I can confirm that digiKam 8.1.0 pre-release based on Exiv2 0.28 is broken under windows to read metadata from images.

https://bugs.kde.org/show_bug.cgi?id=469372
https://bugs.kde.org/show_bug.cgi?id=470566

neheb · 2023-06-06T04:26:57Z

The intended way to use this is to set UTF-8 as the code page. See: https://learn.microsoft.com/en-us/windows/apps/design/globalizing/use-utf8-code-page

edit: oh I see. digiKam is compiled with MSVCRT instead of UCRT. I don't think that can work.

ping @piponazo

cgilles · 2023-06-06T06:05:26Z

No, digiKam is cross compiled under Windows using MXE (MinGW env - https://github.com/mxe/mxe) since 10 years now. The MSVC build is just another way to build the application in the KDE infra, it's not the official production release at all, because MSVC is unsafe,slow, and under-productive platform to compile huge code as digiKam, but it's another story...

Exiv2 team, please revert this commit to drop the UNICODE support under Windows. It's not at all a "dead" code... or explain well the work around. Note: I'm surprised to not see an unit-tests crying for the UTF16 long file path under Windows...

neheb · 2023-06-06T06:52:30Z

No, digiKam is cross compiled under Windows using MXE (MinGW env - https://github.com/mxe/mxe) since 10 years now. The MSVC build is just another way to build the application in the KDE infra, it's not the official production release at all, because MSVC is unsafe,slow, and under-productive platform to compile huge code as digiKam, but it's another story...

Exiv2 team, please revert this commit to drop the UNICODE support under Windows. It's not at all a "dead" code... or explain well the work around. Note: I'm surprised to not see an unit-tests crying for the UTF16 long file path under Windows...

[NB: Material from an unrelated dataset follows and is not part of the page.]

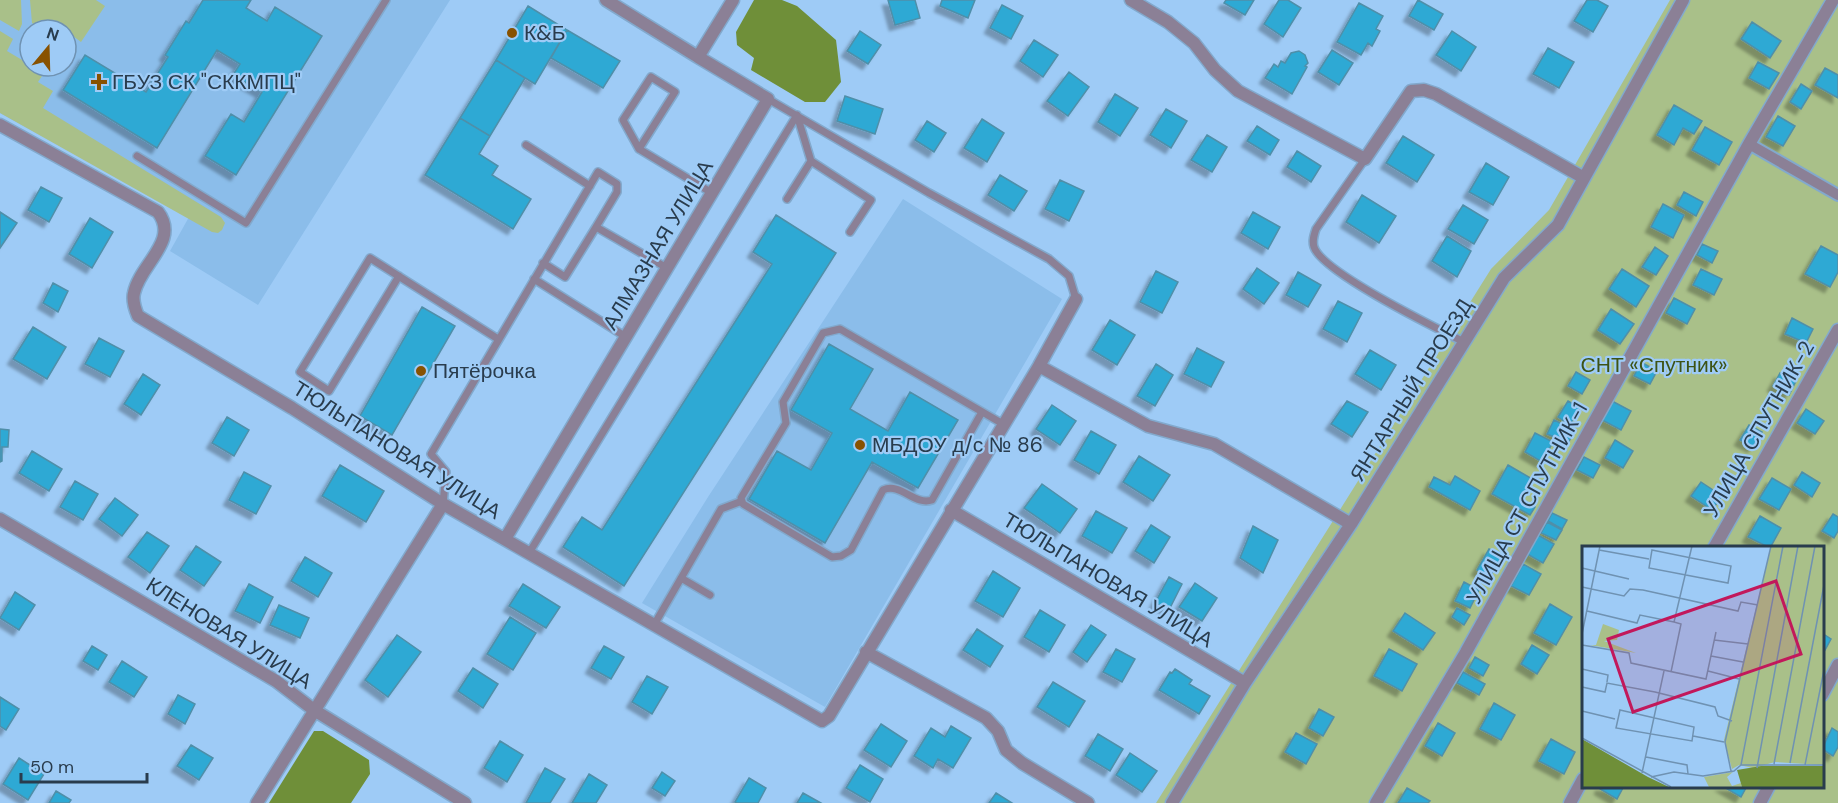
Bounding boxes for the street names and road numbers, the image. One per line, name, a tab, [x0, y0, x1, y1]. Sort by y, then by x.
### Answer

Read what I said again. MSVCRT and UCRT

maksim-petukhov · 2023-08-15T18:14:59Z

@neheb @piponazo
What was the reason for deleting perfectly working code in 7933ff4? I'd like to advocate for reverting this deletion. The removed code was functional and served a purpose, so it doesn't seem like dead code. It's been quite useful for me, and I believe it could continue to benefit other users as well.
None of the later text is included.